Fighting For The Mind The Grotesque In Clytie
Fighting for Our Mind:
The Grotesque in “Clytie”
The representation of mental ideas through a medium of communication is the fundamental challenge facing artists. On a rudimentary level, conceptualization in literature is a balancing act – the writer on one side and the reader on the other. This involves the somewhat nebulous processes of creation of meaning on the part of the writer and translation of this meaning by the reader. Flannery O’Connor’s “Some Aspects of the Grotesque in Southern Fiction” written in 1960, is a reactionary essay to the democratization of literature, and attempts to elevate the role of the writer in the creation of meaning. The writer is seen as a literary “prophet”, a “realist of distances” (O’Connor, 818), because he takes upon himself the task of explicitly illuminating that which most other texts merely imply, and thus the scales of meaning are tipped almost entirely in favor of the writer. Writers of grotesque fiction are thus those that go the greatest distance in bringing to the surface the intricate nuances of our existence by conjuring up characters (and situations) whose traditional physicality and/or personality is maimed and contorted under the burden of ideas trying to be elicited by the writer. It is as if the characters are the materialization of traditionally intangible concepts and notions. In traversing this distance, a necessary sacrifice is made of the intermediary subject matter that lies between the essential concrete needed to create the basic familiar outline and the deeper reality that is being highlighted. In part, it is simply a stylistic sacrifice that prevents the dilution of the deeper reality, where the absence of the familiar accentuates the presence of the extreme. Like a wormhole that bends space and connects two points without having to traverse the distance between them, so the writer of the grotesque is “looking for one image that will connect or combine or embody two points; one is a point in the concrete and the other is a point not visible to the naked eye.” (O’Connor, 816) This method of grotesque writing is evident in Eudora Welty’s “Clytie”, where the recurring, distorted motif of faces bridges the basic notion of human face with a deeper notion of a structural disconnect of the human individual from himself. This idea is paralleled by O’Connor, who believes that the figure of the freak in Southern fiction is a symbol of our essential displacement, and this is echoed within “Clytie”.

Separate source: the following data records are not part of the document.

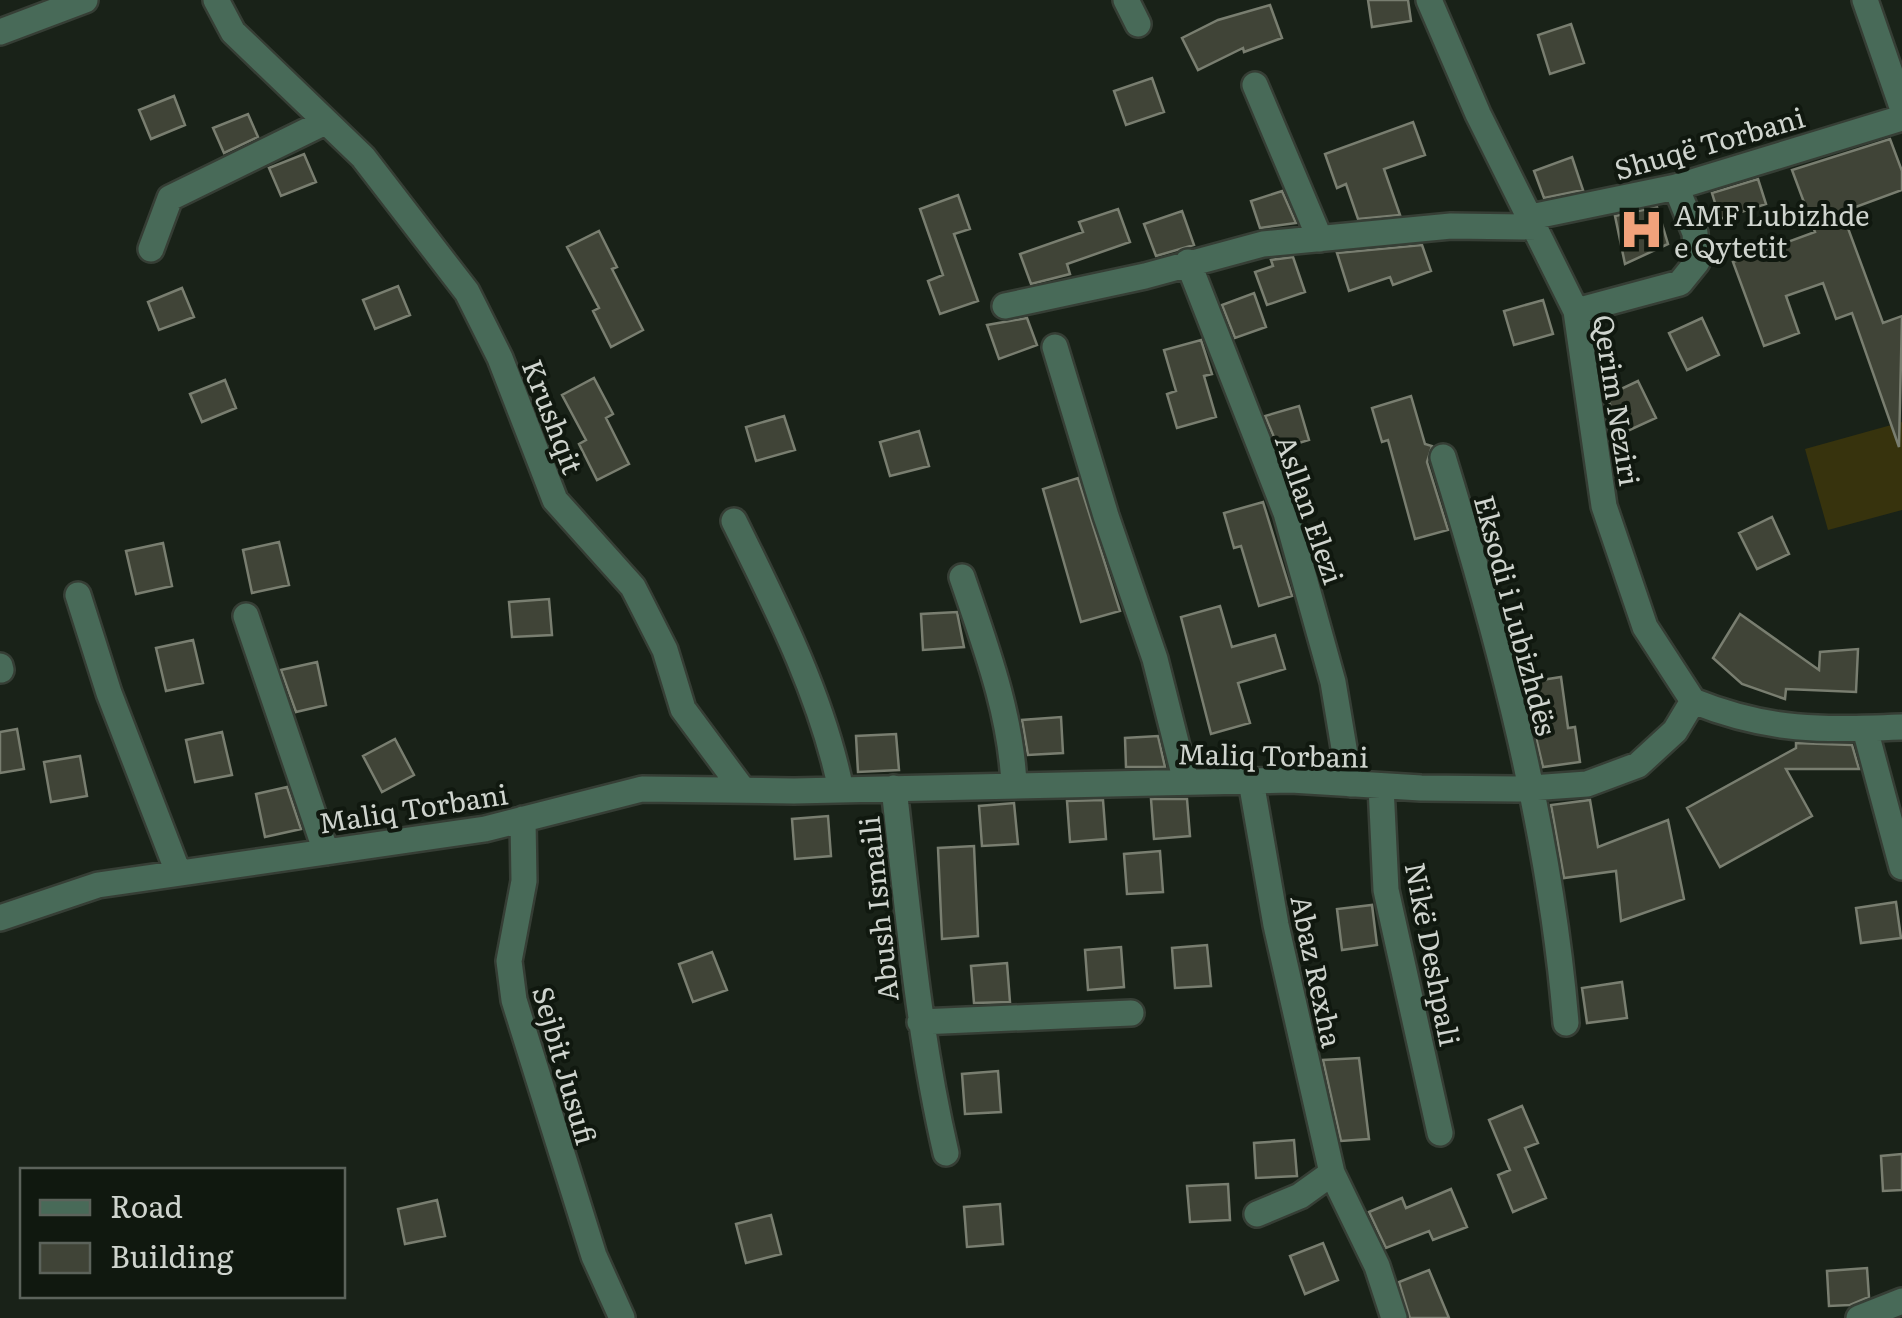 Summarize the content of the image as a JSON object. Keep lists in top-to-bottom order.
{
  "streets": {
    "street": [
      "Shuqë Torbani",
      "Qerim Neziri",
      "Krushqit",
      "Asllan Elezi",
      "Eksodi i Lubizhdës",
      "Maliq Torbani",
      "Abush Ismaili",
      "Nikë Deshpali",
      "Abaz Rexha",
      "Sejbit Jusufi"
    ]
  },
  "crossings": [
    ["Shuqë Torbani", "Qerim Neziri"],
    ["Qerim Neziri", "Maliq Torbani"],
    ["Krushqit", "Maliq Torbani"],
    ["Asllan Elezi", "Maliq Torbani"],
    ["Eksodi i Lubizhdës", "Maliq Torbani"],
    ["Maliq Torbani", "Abush Ismaili"],
    ["Maliq Torbani", "Nikë Deshpali"],
    ["Maliq Torbani", "Abaz Rexha"],
    ["Maliq Torbani", "Sejbit Jusufi"]
  ],
  "places": {
    "hospital": ["AMF Lubizhde e Qytetit"]
  },
  "legend": ["Road", "Building"]
} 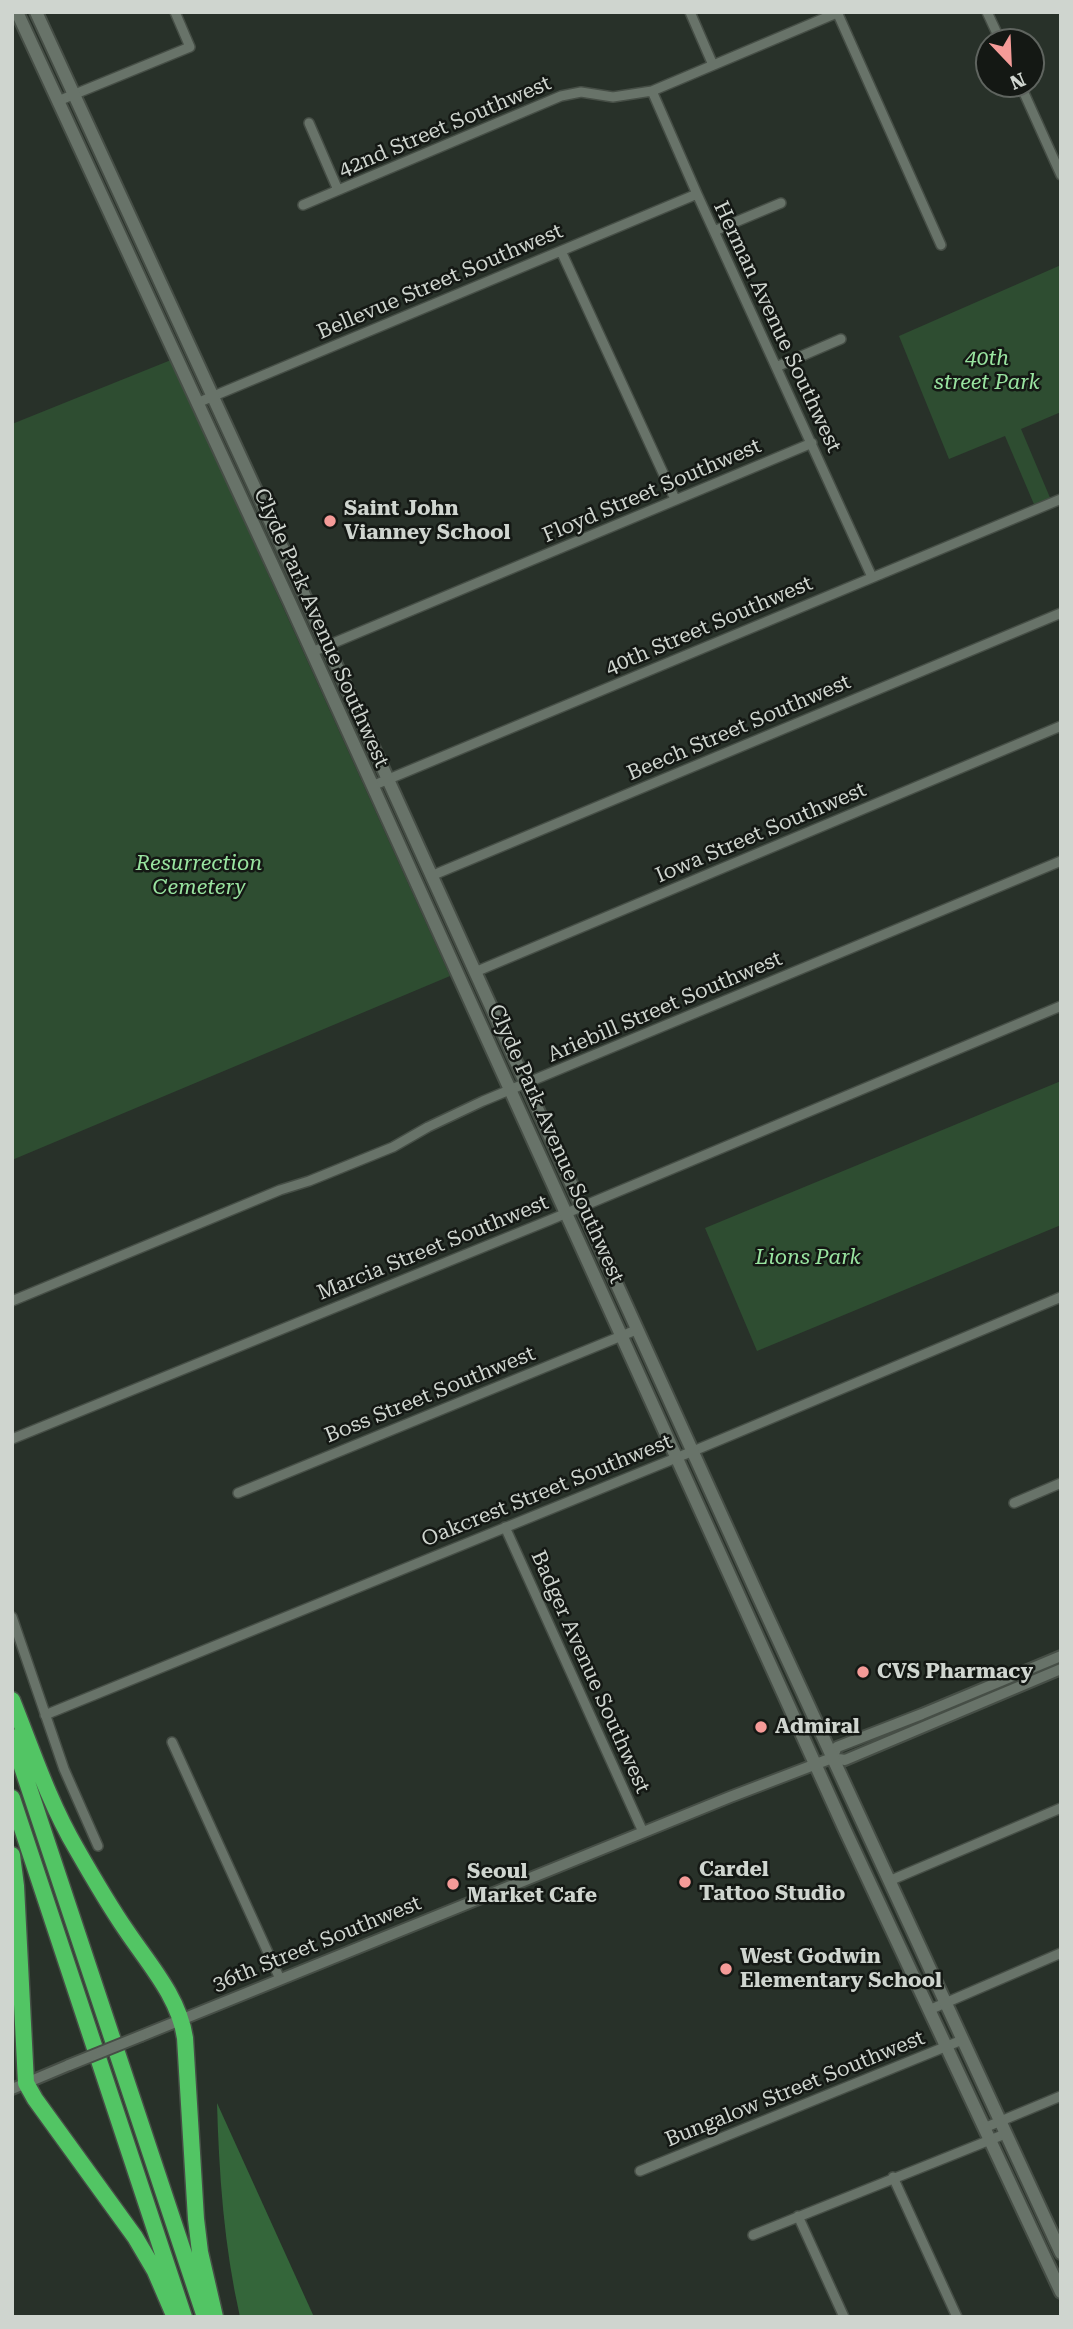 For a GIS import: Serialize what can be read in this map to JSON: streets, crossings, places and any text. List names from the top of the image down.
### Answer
{
  "streets": {
    "main road": ["Clyde Park Avenue Southwest"],
    "street": [
      "42nd Street Southwest",
      "Bellevue Street Southwest",
      "Herman Avenue Southwest",
      "Floyd Street Southwest",
      "40th Street Southwest",
      "Beech Street Southwest",
      "Iowa Street Southwest",
      "Ariebill Street Southwest",
      "Marcia Street Southwest",
      "Boss Street Southwest",
      "Oakcrest Street Southwest",
      "Badger Avenue Southwest",
      "36th Street Southwest",
      "Bungalow Street Southwest"
    ]
  },
  "crossings": [
    ["42nd Street Southwest", "Herman Avenue Southwest"],
    ["Bellevue Street Southwest", "Herman Avenue Southwest"],
    ["Bellevue Street Southwest", "Clyde Park Avenue Southwest"],
    ["Herman Avenue Southwest", "Floyd Street Southwest"],
    ["Herman Avenue Southwest", "40th Street Southwest"],
    ["Floyd Street Southwest", "Clyde Park Avenue Southwest"],
    ["40th Street Southwest", "Clyde Park Avenue Southwest"],
    ["Clyde Park Avenue Southwest", "Beech Street Southwest"],
    ["Clyde Park Avenue Southwest", "Iowa Street Southwest"],
    ["Clyde Park Avenue Southwest", "Ariebill Street Southwest"],
    ["Clyde Park Avenue Southwest", "Marcia Street Southwest"],
    ["Clyde Park Avenue Southwest", "Boss Street Southwest"],
    ["Clyde Park Avenue Southwest", "Oakcrest Street Southwest"],
    ["Clyde Park Avenue Southwest", "36th Street Southwest"],
    ["Clyde Park Avenue Southwest", "Bungalow Street Southwest"],
    ["Oakcrest Street Southwest", "Badger Avenue Southwest"],
    ["Badger Avenue Southwest", "36th Street Southwest"]
  ],
  "parks": ["40th street Park", "Resurrection Cemetery", "Lions Park"],
  "places": [
    "Saint John Vianney School",
    "CVS Pharmacy",
    "Admiral",
    "Cardel Tattoo Studio",
    "Seoul Market Cafe",
    "West Godwin Elementary School"
  ],
  "north": "bottom right"
} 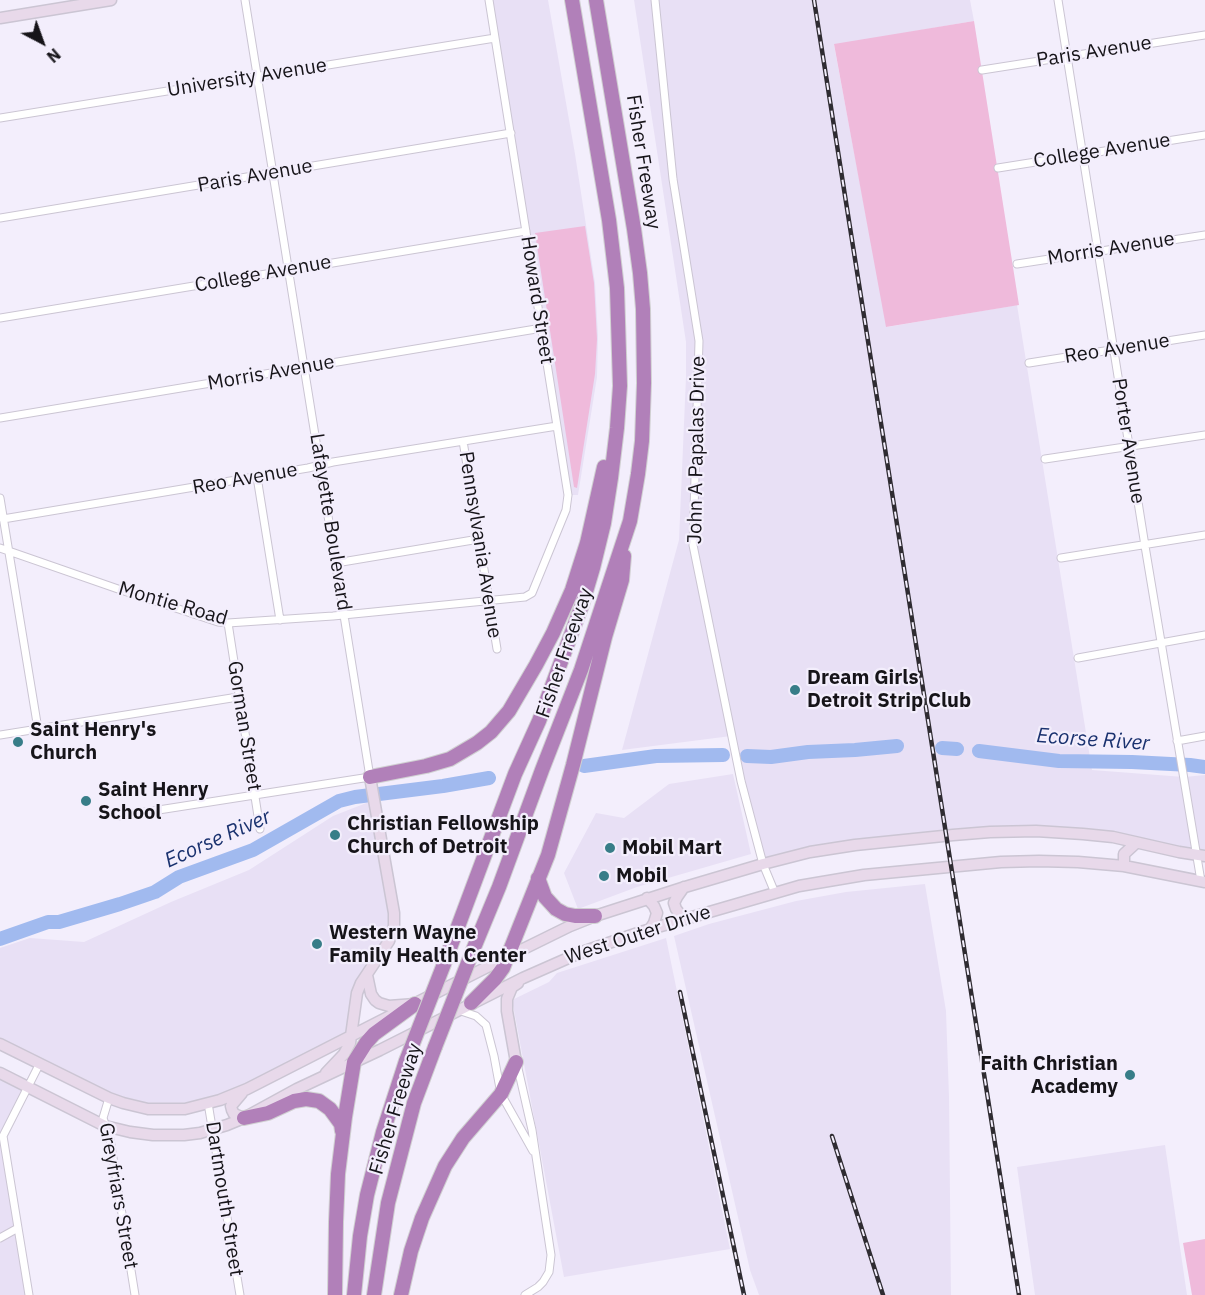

This absence of subject matter plays a crucial role in the construction of meaning within “Clytie”. Welty toys with the reader’s expectations by using the basic familiar silhouette to draw a place that is seemingly familiar only to take the reader to an entirely different world, where concepts of which we seldom think twice are made central, while social conflicts we deem highly complex are barely given a fleeting mention. Yet “Clytie” is not a work of pure fantasy, and it speaks of reality, albeit redefined, and it is this very redefinition of reality which forms the central purpose of the story, and further, perhaps the entire genre of grotesque literature. Released from the constricting determinism of the social sciences (O’Connor, 814) Welty is free of the “momentary convictions” (820) of her, or any singular, generation, and is able to challenge the universal and timeless form that breeds these convictions. This critical approach to the social sciences is echoed within “Clytie” through the character of Gerald. The questions “how can a man live in the house with women?”, and “Where do you keep your men? Do you have to bring them home?” (Welty, 88, 90) asked by a drunk man sound entirely absurd within the context of “Clytie”, highlighting that gender and sexuality are mere cultural constructs, and therefore become silences within this grotesque story. Welty’s choice to highlight Gerald as a drunkard signifies a wider commentary on the shortsightedness and lack of clarity that such an approach creates, and therefore through the omission of these aspects, Welty creates an entirely different agenda, one that explores a character’s “inner coherence” rather than “coherence to a social framework” (O’Connor, 815). O’Connor’s point that “Strange skips and gaps which anyone trying to describe manners and customs would certainly not have left” (815) is the core literary method used by Welty, because fundamentally, the grotesque does not attempt to explore “manners and customs” (O’Connor, 815), but the forces of human consciousness that engender the former.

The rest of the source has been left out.